TASK:
Using the records that follow, tally the lines containing the word "hidden" and state only the count.

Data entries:
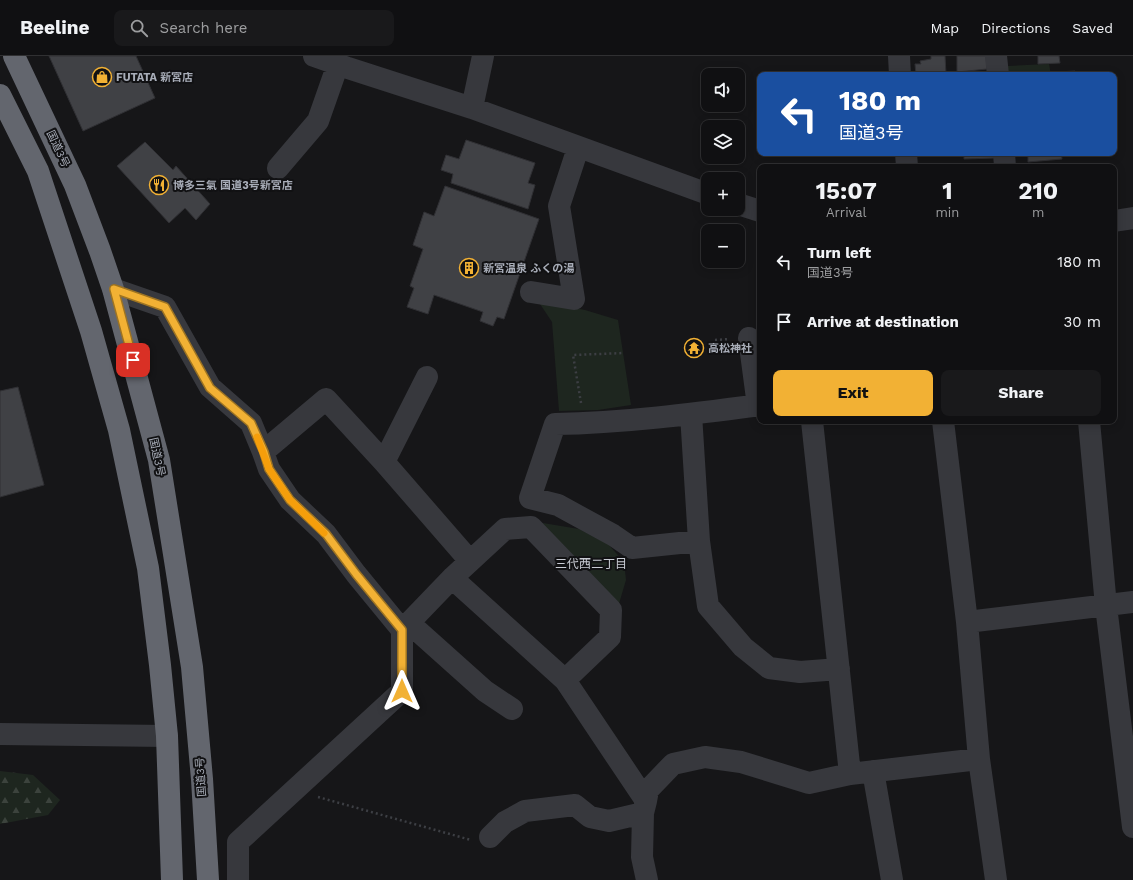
<!DOCTYPE html>
<meta charset="utf-8">
<style>
:root{--surface:#101012;--page:#19191b;--text:#f1f3f6;--muted:#9c9d9f;--line:#303032;--accent:#f2b134}
body{margin:0;font-family:"Work Sans","Noto Sans JP",sans-serif;background:var(--page);color:var(--text);height:100vh;display:flex;flex-direction:column;font-size:15px;white-space:nowrap}
*{box-sizing:border-box;margin:0}
p{font-size:13px;color:var(--muted)}
.icon{flex:none;width:22px;height:22px;fill:none;stroke:currentColor;stroke-width:2;stroke-linecap:round;stroke-linejoin:round}
.map{position:relative;flex:1;overflow:hidden}
.panel{position:absolute;left:757px;top:108px;width:360px;height:260px;display:flex;flex-direction:column;background:var(--surface);border-radius:8px;box-shadow:0 2px 10px #0003,0 0 0 1px var(--line)}
.panel>*{flex:none}
.hud{position:absolute;left:757px;top:16px;width:360px;height:84px;border-radius:8px;box-shadow:0 2px 10px #0003,0 0 0 1px var(--line);background:#1a4fa0;color:#fff;overflow:hidden}
.buttons{position:absolute;left:701px;top:12px;display:grid;gap:8px}
.buttons a{display:grid;place-items:center;width:44px;height:44px;border-radius:8px;background:var(--surface);box-shadow:0 2px 10px #0003,0 0 0 1px var(--line);font-size:20px}
.pin{position:absolute;display:grid;place-items:center;width:34px;height:34px;color:#fff;margin:-17px;border-radius:8px;box-shadow:0 2px 6px #0006}
.me{position:absolute;width:44px;margin:-22px;rotate:0deg;stroke-linejoin:round;filter:drop-shadow(0 0 3px #0008)}
.turn{display:flex;align-items:center;gap:14px;height:84px;padding:0 16px;font-size:18px}
.turn .icon{width:52px;height:52px;stroke-width:2.5}
.turn b{display:block;font-size:28px;line-height:34px}
.eta{display:flex;justify-content:space-evenly;align-items:center;height:68px;text-align:center}
.eta b{font-size:24px;font-weight:700;line-height:28px}
.primary-button{display:flex;gap:8px;margin-top:auto;padding:8px 16px}
.primary-button a{flex:1;height:46px;border-radius:8px;background:var(--accent);color:#111;font-size:16px;font-weight:700;line-height:46px;text-align:center}
.primary-button a+a{background:var(--page);color:var(--text)}
ul{padding:0;list-style:none}
li{display:flex;align-items:center;gap:12px;height:60px;padding:0 16px}
li div{flex:1}
li b{display:block;font-size:15px}
li em{font-style:normal}
header{display:flex;align-items:center;gap:24px;box-sizing:border-box;height:56px;padding:0 20px;background:var(--surface);border-bottom:1px solid var(--line)}
header strong{font-size:19px}
nav{display:flex;gap:22px;margin-inline-start:auto;font-size:14px}
.search{width:280px;height:36px;background:var(--page);display:flex;align-items:center;gap:10px;box-sizing:border-box;padding:0 14px;border-radius:8px;color:var(--muted);font-size:15px}
.map>svg:first-child{display:block}
.forest{fill:url(#forest-firs)}
.green{fill:#1e261f}
.building{fill:#404145;stroke:#303034}
.lines{fill:none;stroke-linecap:round;stroke-linejoin:round}
.path{stroke:#3d3f44;stroke-width:2.5;stroke-dasharray:2 3;stroke-linecap:butt}
.minor{stroke:#37383d;stroke-width:22}
.highway{stroke:#63666e;stroke-width:22}
.route-casing{stroke:#9d7322;stroke-width:10}
.route{stroke:#f2b134;stroke-width:7}
.slow{stroke:#f59e0b;stroke-width:7}
.labels{text-anchor:middle;dominant-baseline:central;stroke-width:4;stroke-linejoin:round;paint-order:stroke}
.poi-label{font-size:11px;font-weight:bold;fill:#a8adb8;stroke:#111113;text-anchor:start}
.street-label{font-size:11px;fill:#a8adb8;stroke:#111113}
.neighbourhood-label{font-size:12px;fill:#c9ccd4;stroke:#111113}
</style>
<header>
<strong>Beeline</strong>
<div class="search"><svg class="icon" aria-label="search" viewBox="0 0 24 24"><circle cx="10" cy="10" r="6"/><path d="M15 15l6 6"/></svg>Search here</div>
<nav><a>Map</a><a>Directions</a><a>Saved</a></nav>
</header>
<div class="map">
<svg width="1133" height="824" viewBox="0 0 1133 824">
<defs>
<pattern id="forest-firs" width="22" height="20" patternUnits="userSpaceOnUse"><rect width="22" height="20" fill="#1e261f"/><path d="M5 1l3.5 6h-7zM16 11l3.5 6h-7z" fill="#3c433d"/></pattern>
</defs>
<rect width="100%" height="100%" fill="#161618"/>
<path class="forest" d="M0,715L33,719L60,744L48,759L0,768Z"/>
<path class="green" d="M1049,8L1051,19H1008L1007,10Z
M538,245L585,254L618,264L631,349L598,354L559,355L552,266Z
M537,466L579,473L608,488L624,506L626,524L618,551Z"/>
<path class="building" d="M49,0H136L155,42L83,75Z
M931,0H945L946,18L916,19L915,8H921L920,5L931,3Z
M957,0H986L987,13L957,16Z
M1038,0H1059L1060,7L1038,8Z
M1075,15V19H1058V16Z
M466,84L535,107L528,127L535,129L528,153L451,127L453,118L441,114L446,99L459,103Z
M145,86L173,114L176,110L210,148L196,164L185,152L169,167L117,110Z
M964,97H994L995,102L964,103Z
M1028,97H1061L1062,103L1028,106Z
M445,130L539,163L504,263L497,261L493,270L480,265L483,256L434,239L428,258L407,251L414,232L410,230L423,193L413,189L424,156L434,160Z
M18,331L44,429L0,441V335Z"/>
<g class="lines">
<path class="path" d="M715,284L729,283
M581,347L573,299L624,297
M318,741L471,784"/>
<path class="minor" d="M314,0L348,12L472,52L708,138
M899,0L900,19
M996,0L998,19
M472,52L483,0
M906,97L907,111
M1004,97L1005,111
M278,112L318,65L338,8
M738,148L760,155
M1114,165L1133,162
M113,233L165,251L210,331L251,367L263,396
M531,236L574,243L559,150L578,92
M749,282L758,350
M691,358L699,485L708,550L743,591L769,612L800,616L839,613
M812,365L850,718
M943,365L967,566L979,703L996,824
M1089,365L1106,550L1133,771
M384,406L427,321
M699,485L632,492L613,479L558,449L530,442L555,368C623,367 692,358 760,349
M452,522L565,624L646,745
M967,566L1133,546
M409,567L485,635L512,653
M402,574L356,518L326,478L290,444L269,413L263,396L326,343L384,406L470,505
M0,678L167,680
M873,715L892,824
M490,781L505,766L525,755L575,749L590,761L609,765L643,757
M238,824V786L402,635V574L452,522L505,473L531,471L611,554L610,581L565,624
M647,824L642,801L643,757L646,745L648,734L673,708L705,701L741,706L809,727L850,718L979,703"/>
<path class="highway" d="M14,0L75,129L100,195L113,233L159,404L192,611L202,723L208,824
M0,39L38,115L91,275L119,374L148,512L160,609L167,680L172,824"/>
</g>
<g class="lines">
<defs>
<path id="route" d="M133,304L114,233L165,251L210,332L251,367L264,396L269,413L290,444L326,478L356,518L402,574V635"/>
</defs>
<use href="#route" class="route-casing"/>
<use href="#route" class="route"/>
<path class="slow" d="M257,381L269,413L290,444L324,477"/>
</g>
<defs>
<symbol id="shop-ring" viewBox="-11 -11 22 22"><circle r="9.5" fill="#111113" stroke="#f2b134" stroke-width="1.5"/><path d="M-5-2.5h2.3a2.7 3.5 0 0 1 5.4 0H5L5.5 6h-11ZM-1.5-2.5h3a1.5 2.3 0 0 0-3 0Z" fill="#f2b134"/></symbol>
<symbol id="restaurant-ring" viewBox="-11 -11 22 22"><circle r="9.5" fill="#111113" stroke="#f2b134" stroke-width="1.5"/><path d="M-5-6h1v4h1v-4h1v4h1v-4h1v5L-1.5 .5V6h-2V.5L-5-1ZM5-6V6H3V1.5H1.5Q1.5-4 5-6Z" fill="#f2b134"/></symbol>
<symbol id="building-ring" viewBox="-11 -11 22 22"><circle r="9.5" fill="#111113" stroke="#f2b134" stroke-width="1.5"/><path d="M-4-6H4V6H1V3H-1V6H-4ZM-2.5-4.3h1.7v1.8h-1.7ZM.8-4.3h1.7v1.8H.8ZM-2.5-1h1.7V.8h-1.7ZM.8-1h1.7V.8H.8Z" fill="#f2b134"/></symbol>
<symbol id="temple-ring" viewBox="-11 -11 22 22"><circle r="9.5" fill="#111113" stroke="#f2b134" stroke-width="1.5"/><path d="M0-6L5-2H3V0L6.5 2.5H4V6H1.5V3h-3V6H-4V2.5H-6.5L-3 0V-2H-5Z" fill="#f2b134"/></symbol>
</defs>
<g fill-rule="evenodd">
<use href="#shop-ring" x="91" y="10" width="22" height="22"/>
<use href="#restaurant-ring" x="148" y="118" width="22" height="22"/>
<use href="#building-ring" x="458" y="201" width="22" height="22"/>
<use href="#temple-ring" x="683" y="281" width="22" height="22"/>
</g>
<g class="labels">
<g class="poi-label">
<text x="116" y="21">FUTATA 新宮店</text>
<text x="173" y="129">博多三氣 国道3号新宮店</text>
<text x="483" y="212">新宮温泉 ふくの湯</text>
<text x="708" y="292">高松神社</text>
</g>
<g class="street-label">
<text transform="translate(58 93) rotate(65)">国道3号</text>
<text transform="translate(157 401) rotate(78)">国道3号</text>
<text transform="translate(201 721) rotate(-94)">国道3号</text>
</g>
<g class="neighbourhood-label">
<text x="591" y="508">三代西二丁目</text>
</g>
</g>
</svg>
<div class="buttons">
<a><svg class="icon" aria-label="sound" viewBox="0 0 24 24"><path d="M4 9h4l5-4v14l-5-4H4zM17 9q2 3 0 6"/></svg></a>
<a><svg class="icon" aria-label="layers" viewBox="0 0 24 24"><path d="M12 4l9 5-9 5-9-5zM3 14l9 5 9-5"/></svg></a>
<a>+</a>
<a>−</a>
</div>
<div class="pin" style="left:133px;top:304px;background:#d93025"><svg class="icon" aria-label="arrive" viewBox="0 0 24 24"><path d="M6 21V4h12l-3 4 3 4H6"/></svg></div>
<svg class="me" style="left:402px;top:635px" viewBox="-20 -20 40 40"><path d="M0-17L14 15 0 8-14 15z" fill="#f2b134" stroke="#fff" stroke-width="4"/></svg>
<div class="hud">
<div class="turn"><svg class="icon" aria-label="left" viewBox="0 0 24 24"><path d="M17 20v-9H6M10 6l-5 5 5 5"/></svg><div><b>180 m</b>国道3号</div></div>
</div>
<section class="panel">
<div class="eta">
<div><b>15:07</b><p>Arrival</p></div>
<div><b>1</b><p>min</p></div>
<div><b>210</b><p>m</p></div>
</div>
<ul>
<li><svg class="icon" aria-label="left" viewBox="0 0 24 24"><path d="M17 20v-9H6M10 6l-5 5 5 5"/></svg><div><b>Turn left</b><p>国道3号</p></div><em>180 m</em></li>
<li><svg class="icon" aria-label="arrive" viewBox="0 0 24 24"><path d="M6 21V4h12l-3 4 3 4H6"/></svg><div><b>Arrive at destination</b></div><em>30 m</em></li>
</ul>
<div class="primary-button"><a>Exit</a><a>Share</a></div>
</section>
</div>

ANSWER SECTION:
2